INSTRUCTIONS FOR THE TASK:
Where the word "margin" shows up in the entries below, please copy the whole line.
MATERIAL FOR THIS TASK below:
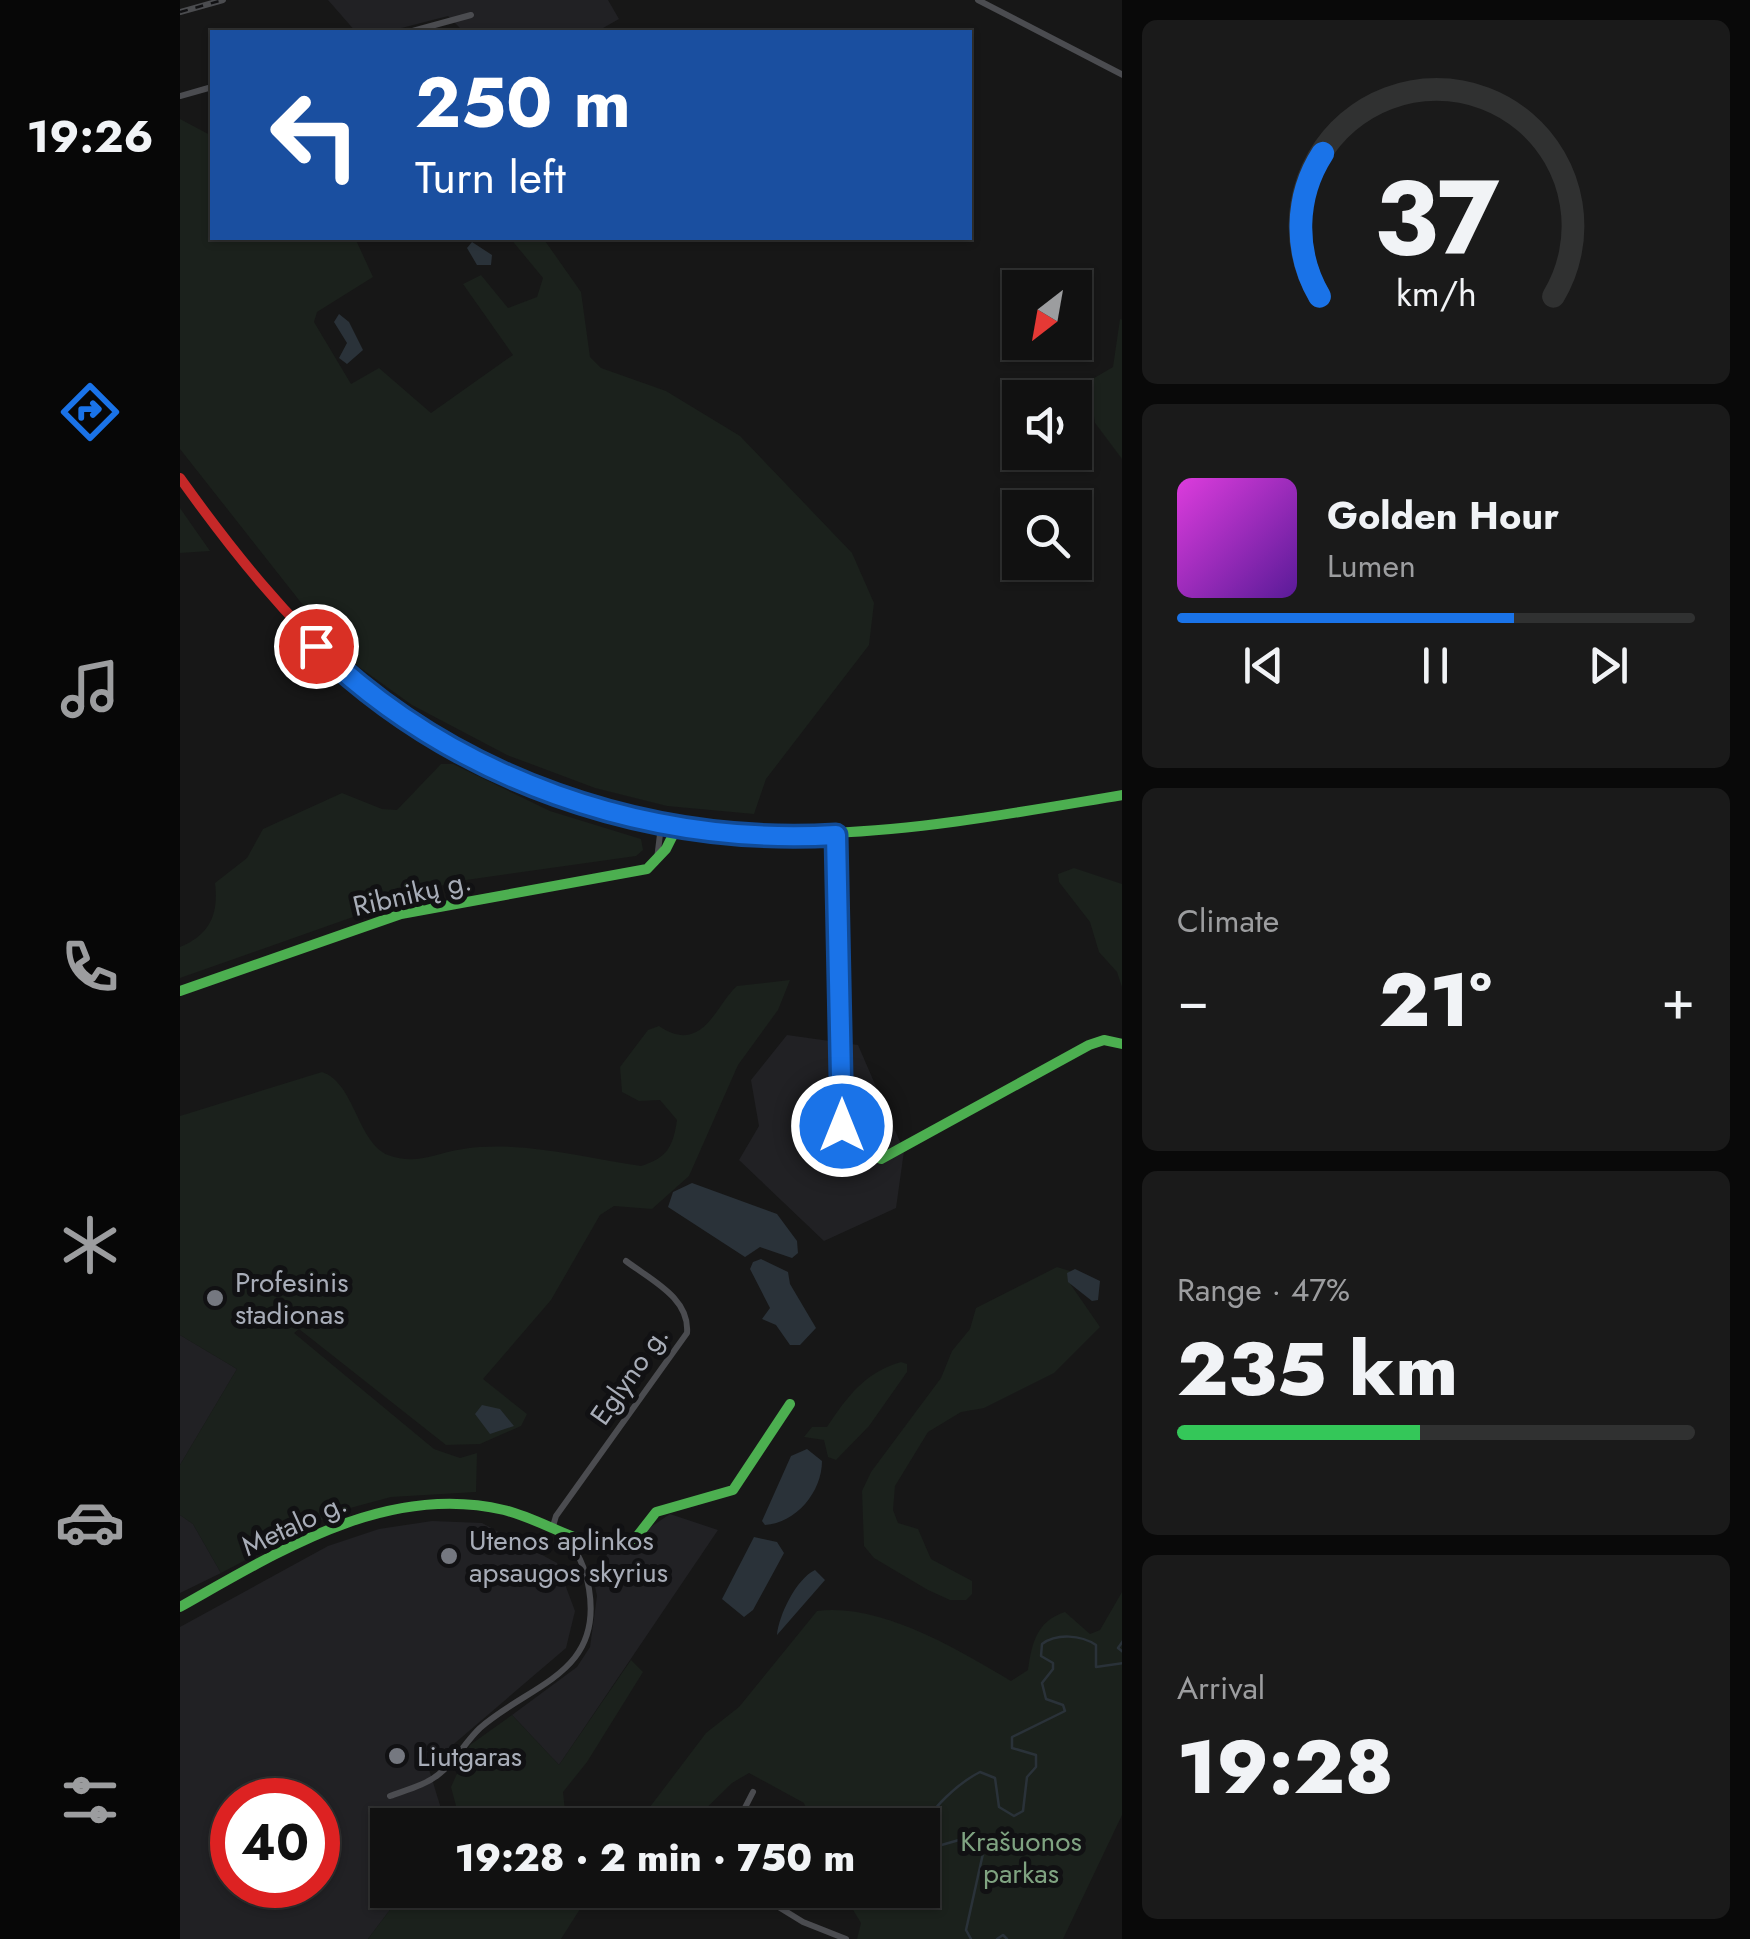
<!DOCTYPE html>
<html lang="en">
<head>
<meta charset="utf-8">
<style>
	:root { --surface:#111; --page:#1a1a1a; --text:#f1f3f6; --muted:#9c9d9f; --line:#303131; --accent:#1a73e8 }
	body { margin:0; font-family:Jost,sans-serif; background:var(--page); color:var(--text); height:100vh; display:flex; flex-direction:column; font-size:38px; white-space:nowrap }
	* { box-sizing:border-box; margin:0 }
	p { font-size:32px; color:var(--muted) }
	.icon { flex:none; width:55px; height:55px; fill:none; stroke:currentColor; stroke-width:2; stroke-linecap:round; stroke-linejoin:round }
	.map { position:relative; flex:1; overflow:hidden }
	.details { display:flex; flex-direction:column; gap:20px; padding:20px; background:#090909; width:628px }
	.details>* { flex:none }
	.guide { position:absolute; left:30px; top:30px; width:762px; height:210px; border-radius:0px; box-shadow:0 2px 8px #0004,0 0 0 2px var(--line); background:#1a4fa0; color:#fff; overflow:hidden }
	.needle { width:65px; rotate:211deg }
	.buttons { position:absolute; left:822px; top:270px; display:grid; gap:20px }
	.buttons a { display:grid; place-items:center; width:90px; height:90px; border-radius:0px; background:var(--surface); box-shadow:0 2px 8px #0004,0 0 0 2px var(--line); font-size:50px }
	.speed { position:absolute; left:30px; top:1778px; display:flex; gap:20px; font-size:50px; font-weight:700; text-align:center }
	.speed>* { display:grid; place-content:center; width:130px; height:130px; border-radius:50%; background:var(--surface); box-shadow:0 2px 8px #0004,0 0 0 2px var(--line); line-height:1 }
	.speed .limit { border:15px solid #d22; background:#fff; color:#111 }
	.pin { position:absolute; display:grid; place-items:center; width:85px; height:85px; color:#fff; margin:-42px; border:5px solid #fff; border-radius:50%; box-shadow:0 2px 10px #0007 }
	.me { position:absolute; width:110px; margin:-55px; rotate:0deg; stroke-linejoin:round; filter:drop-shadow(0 0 8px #0008) }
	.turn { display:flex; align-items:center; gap:35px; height:210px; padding:0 40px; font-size:45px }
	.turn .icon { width:130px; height:130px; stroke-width:2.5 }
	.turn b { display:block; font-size:70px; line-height:85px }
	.big { font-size:75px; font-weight:800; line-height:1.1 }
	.details .card { flex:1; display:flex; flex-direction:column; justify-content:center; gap:15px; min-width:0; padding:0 35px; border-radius:15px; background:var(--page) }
	.details .dial { align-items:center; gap:0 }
	.dial svg { height:260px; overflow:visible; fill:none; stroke:var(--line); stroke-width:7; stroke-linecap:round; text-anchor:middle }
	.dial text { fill:var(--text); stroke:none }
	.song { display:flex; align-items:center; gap:30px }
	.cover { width:120px; height:120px; border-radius:15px; background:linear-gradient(135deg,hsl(300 70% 55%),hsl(270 70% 35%)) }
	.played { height:10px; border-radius:5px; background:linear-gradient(90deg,var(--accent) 65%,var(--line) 65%) }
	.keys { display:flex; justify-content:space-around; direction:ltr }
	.heat { display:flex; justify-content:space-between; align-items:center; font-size:55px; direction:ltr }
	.charge { height:15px; border-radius:8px; background:linear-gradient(90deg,#34c759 47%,var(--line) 0) }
	.trip { position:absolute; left:190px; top:1808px; width:570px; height:100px; border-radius:0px; background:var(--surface); box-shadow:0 2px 8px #0004,0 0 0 2px var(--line); font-weight:800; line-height:100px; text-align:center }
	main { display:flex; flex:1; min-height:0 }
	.tabs { display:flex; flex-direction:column; width:180px; justify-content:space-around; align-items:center; background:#070707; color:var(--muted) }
	.tabs .icon { width:70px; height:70px }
	.tabs .active { color:var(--accent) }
	.tabs b { font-size:45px; color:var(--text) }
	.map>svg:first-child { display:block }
	.built { fill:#212124; fill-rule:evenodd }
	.green { fill:#1b211c }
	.water { fill:#2a3239 }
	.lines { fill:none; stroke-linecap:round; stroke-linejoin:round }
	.stream { stroke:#2a3239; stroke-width:2.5 }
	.street { stroke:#4b4c50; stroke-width:6 }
	.fast { stroke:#4caf50; stroke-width:10 }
	.jam { stroke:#c62828; stroke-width:10 }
	.rail-casing { stroke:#4b4c4f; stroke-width:6 }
	.rail { stroke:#111113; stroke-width:2.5; stroke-dasharray:8; stroke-linecap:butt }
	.route-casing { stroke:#114b97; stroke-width:25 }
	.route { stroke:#1a73e8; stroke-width:18 }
	.poi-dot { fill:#757880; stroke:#111113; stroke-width:4 }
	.labels { text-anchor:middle; stroke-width:10; stroke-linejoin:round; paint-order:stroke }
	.street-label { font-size:28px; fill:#a8adb8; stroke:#111113 }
	.poi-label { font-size:28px; fill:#a8adb8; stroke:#111113; text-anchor:start }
	.park-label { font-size:28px; fill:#7fa381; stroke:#111113 }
</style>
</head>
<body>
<main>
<nav class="tabs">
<b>19:26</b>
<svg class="icon active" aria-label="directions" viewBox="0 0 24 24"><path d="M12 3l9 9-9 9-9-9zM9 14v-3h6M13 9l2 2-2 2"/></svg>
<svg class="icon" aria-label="music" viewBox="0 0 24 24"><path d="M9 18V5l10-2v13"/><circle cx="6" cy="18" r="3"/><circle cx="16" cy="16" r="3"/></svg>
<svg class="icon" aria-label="phone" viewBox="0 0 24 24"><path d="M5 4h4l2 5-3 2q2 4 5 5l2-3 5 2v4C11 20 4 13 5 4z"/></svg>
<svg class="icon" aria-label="climate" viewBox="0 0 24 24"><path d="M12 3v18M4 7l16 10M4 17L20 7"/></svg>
<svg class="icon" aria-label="car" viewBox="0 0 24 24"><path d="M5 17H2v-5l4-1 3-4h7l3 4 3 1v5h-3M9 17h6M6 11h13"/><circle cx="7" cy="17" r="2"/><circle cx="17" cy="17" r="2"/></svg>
<svg class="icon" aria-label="filters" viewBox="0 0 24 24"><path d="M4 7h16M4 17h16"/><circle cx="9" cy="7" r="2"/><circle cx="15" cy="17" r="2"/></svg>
</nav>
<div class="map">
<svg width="943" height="1939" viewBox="0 0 943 1939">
	<rect width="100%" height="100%" fill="#171717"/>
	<!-- built -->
	<path class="built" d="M148,0h280l11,19 -23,13h-132l-16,-16 -62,16h-30z
		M607,1035l71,10 46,106 -8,57 -72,33 -85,-81 20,-34 -8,-46z
		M0,1335l57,34 -57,96z
		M490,1514l48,16 -159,235 -47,-50 65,-48 13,-20 7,-51 -4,-19 22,-35 9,3z
		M0,1515l13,9 28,49 -41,20z
		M252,1521l50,2 75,40 18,48 -9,37 -138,118 18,59h-58v65h17l-37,49h-188v-312l148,-81 51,-17zM52,1800h86v85h-86z"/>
	<!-- green -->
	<path class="green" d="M0,119l32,17v102h143l18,39 -56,35 -3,10 37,62 28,-16 52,45 82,-58 -50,-71 18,-9 27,33 29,-11 6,-19 -33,-40h33l38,54 9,65 11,11 65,23 74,45 112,117 22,50 -5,42 -103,134 -12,35 -87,-8 -72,-18 -88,-33 -95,-50 -53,-38 -34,-34 -145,-184z
		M940,319l3,1 -1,139 -27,-36 -6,-42 24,-14z
		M0,508l30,43 -30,2z
		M261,764h12l97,47 91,28 2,11 -7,6 -184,26 -272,96v-31c29,-12 39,-32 35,-64l32,-25 16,-29 79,-36 40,16 15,1z
		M894,868l48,16v103l-5,-15 -18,-20 -9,-30 -31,-40 -1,-8z
		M610,980l-12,30 -40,55 -49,111 -37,33 -38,-3 -14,9 -49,85 -68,79 44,35 -6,12 -41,18 -34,1 -147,-116 -5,4 140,116 26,9 17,-5 -1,39 -85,5 -52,14 -118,62 -28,-49 -13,-9v-50l57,-96 -57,-34v-219l142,-44c33,11 35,70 66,83 29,11 47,-2 75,-6 57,-9 122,9 178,17 26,-8 32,-19 36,-46l-17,-20 -21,1 -17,-9 -2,-25 28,-37 11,-4c44,30 57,-22 78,-40z
		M877,1267l13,4 1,14 29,42 -46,46 -70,35 -23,4 -33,20 -33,54 -2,24 5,13 20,6 13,30 41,22v13l-6,6h-16l-22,-10 -54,-32 -10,-12 -2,-55 9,-19 70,-94 11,-27 18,-22 6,-21z
		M721,1362l6,2v8l-38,54 -33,34 -8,-3 -4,-17 -20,-3 8,-10h15c20,-30 38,-55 74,-65z
		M942,1592v223l-59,124h-206l4,-16 -20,-33h81v-65h-110l-8,-22 -55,-30 -17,10 -43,42h-228l-10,-38 19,-42 42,-30 47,50 72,-105 12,12 -56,90 -24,30 2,19 33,12 32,-6 7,7 69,-91 33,-26 78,-96c64,-8 140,38 194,70l17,-11c4,-28 9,-49 37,-58l25,22 10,-4z
		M225,1890h187l-31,49h-193z"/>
	<!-- water -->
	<path class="water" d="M292,242l20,13 -1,10h-14l-10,-17z
		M159,314l10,8 14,28 -16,14 -8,-6 8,-15 -13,-21z
		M512,1183l85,31 20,27 1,12 -6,5 -32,-11 -15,10 -77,-50 5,-15z
		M581,1259l27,13 2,12 26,44 -16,17h-10l-14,-20 -14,-6 8,-11 -20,-39 3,-7z
		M895,1269l25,12 -2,19 -6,1 -24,-19 -1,-9z
		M302,1405l18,4 14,17 -24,8 -15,-20z
		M627,1449l15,12c0,31 -26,62 -57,64l-3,-4 29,-65z
		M574,1537l23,5 7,11 -31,57 -9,7 -22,-18z
		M635,1570l10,10 -48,55c2,-20 19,-56 38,-65z"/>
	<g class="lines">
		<!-- stream -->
		<path class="stream" d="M943,1641l-5,7 5,4
			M742,1831c7,-22 38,-49 58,-59l15,6 4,29 15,9 9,-5 4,-34 9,-10v-12l-24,-7v-11l53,-26 -2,-6 -17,-6 -4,-16 11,-14v-6l-12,-7 1,-12c15,-11 39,-9 54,1v22l27,-4
			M742,1837l9,11 35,-10 18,11 -18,81 5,9
			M817,1939l6,-4 4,4"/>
		<!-- street -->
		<path class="street" d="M798,0l145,75
			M229,32l62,-17
			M0,96l32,-9
			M477,859l4,-33
			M373,1526l3,-10 131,-183c3,-35 -36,-53 -61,-72
			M210,1796c16,-6 36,-11 49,-22 16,-12 26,-32 41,-46 50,-44 123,-54 109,-139 -3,-19 -12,-41 -26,-54
			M556,1825l17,-33
			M571,1890l52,32 43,17"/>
		<!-- fast -->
		<path class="fast" d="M396,801c195,59 353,26 547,-6
			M656,835l6,290 21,26 18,8 208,-114 15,-5 19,4
			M0,991l221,-77 246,-45 19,-20 10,-20
			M0,1607c98,-55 206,-125 324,-97 41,10 80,40 124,38l28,-36 77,-22 57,-86"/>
		<!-- jam -->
		<path class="jam" d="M0,478c106,148 216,269 396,323"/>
		<!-- rail casing -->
		<g class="rail-casing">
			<path id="rail" d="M0,12l43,-12"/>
		</g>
		<!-- rail -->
		<use href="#rail" class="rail"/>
	</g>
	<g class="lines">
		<!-- route casing -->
		<g class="route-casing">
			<path id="route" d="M136,646c138,134 330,200 520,189l6,291"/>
		</g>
		<!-- route -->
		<use href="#route" class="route"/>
	</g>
	<!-- markers -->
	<g class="poi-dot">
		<circle cx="35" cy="1298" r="10"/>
		<circle cx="269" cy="1556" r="10"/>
		<circle cx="217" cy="1756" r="10"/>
	</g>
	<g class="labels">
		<!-- street labels -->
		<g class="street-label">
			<text transform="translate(232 893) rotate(-13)" y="10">Ribnikų g.</text>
			<text transform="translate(449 1375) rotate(-55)" y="10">Eglyno g.</text>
			<text transform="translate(114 1524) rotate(-25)" y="10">Metalo g.</text>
		</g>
		<!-- poi labels -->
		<g class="poi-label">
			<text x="55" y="1292">Profesinis<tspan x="55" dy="32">stadionas</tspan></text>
			<text x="289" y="1550">Utenos aplinkos<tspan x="289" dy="32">apsaugos skyrius</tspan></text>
			<text x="237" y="1766">Liutgaras</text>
		</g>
		<!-- park labels -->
		<g class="park-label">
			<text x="841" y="1851">Krašuonos<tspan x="841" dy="32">parkas</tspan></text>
		</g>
	</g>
</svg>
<div class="buttons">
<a><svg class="needle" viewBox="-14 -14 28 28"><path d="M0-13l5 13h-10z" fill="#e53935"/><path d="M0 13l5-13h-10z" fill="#9c9d9f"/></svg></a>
<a><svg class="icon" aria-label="sound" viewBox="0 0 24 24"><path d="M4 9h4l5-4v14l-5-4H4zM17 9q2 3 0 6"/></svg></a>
<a><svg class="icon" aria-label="search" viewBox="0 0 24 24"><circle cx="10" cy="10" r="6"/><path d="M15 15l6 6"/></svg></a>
</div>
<div class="speed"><div class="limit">40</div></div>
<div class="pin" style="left:136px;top:646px;background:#d93025"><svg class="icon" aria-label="arrive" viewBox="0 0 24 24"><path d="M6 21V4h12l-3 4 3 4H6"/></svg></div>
<svg class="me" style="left:662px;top:1126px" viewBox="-20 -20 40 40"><circle r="17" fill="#1a73e8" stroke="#fff" stroke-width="3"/><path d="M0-11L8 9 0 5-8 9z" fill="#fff"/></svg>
<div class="trip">19:28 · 2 min · 750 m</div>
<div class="guide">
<div class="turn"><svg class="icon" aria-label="left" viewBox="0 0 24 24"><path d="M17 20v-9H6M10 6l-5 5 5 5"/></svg><div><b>250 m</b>Turn left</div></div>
</div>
</div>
<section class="details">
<div class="card dial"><svg viewBox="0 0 100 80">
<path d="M14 69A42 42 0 1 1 86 69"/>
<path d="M14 69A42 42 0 0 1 15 25" stroke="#1a73e8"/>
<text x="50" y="56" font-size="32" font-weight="700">37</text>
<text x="50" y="72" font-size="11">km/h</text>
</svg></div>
<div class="card">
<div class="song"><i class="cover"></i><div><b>Golden Hour</b><p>Lumen</p></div></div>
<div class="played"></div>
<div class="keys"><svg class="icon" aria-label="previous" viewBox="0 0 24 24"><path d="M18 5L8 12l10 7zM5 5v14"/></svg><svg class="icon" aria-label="pause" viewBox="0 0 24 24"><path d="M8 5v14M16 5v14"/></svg><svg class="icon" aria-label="next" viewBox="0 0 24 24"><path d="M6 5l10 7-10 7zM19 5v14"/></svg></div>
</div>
<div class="card"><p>Climate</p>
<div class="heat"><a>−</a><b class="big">21°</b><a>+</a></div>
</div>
<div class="card"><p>Range · 47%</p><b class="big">235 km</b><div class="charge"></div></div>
<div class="card"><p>Arrival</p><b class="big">19:28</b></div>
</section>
</main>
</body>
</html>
End of MATERIAL FOR THIS TASK.
SOLUTION TO THE EXERCISE:
	body { margin:0; font-family:Jost,sans-serif; background:var(--page); color:var(--text); height:100vh; display:flex; flex-direction:column; font-size:38px; white-space:nowrap }
	* { box-sizing:border-box; margin:0 }
	.pin { position:absolute; display:grid; place-items:center; width:85px; height:85px; color:#fff; margin:-42px; border:5px solid #fff; border-radius:50%; box-shadow:0 2px 10px #0007 }
	.me { position:absolute; width:110px; margin:-55px; rotate:0deg; stroke-linejoin:round; filter:drop-shadow(0 0 8px #0008) }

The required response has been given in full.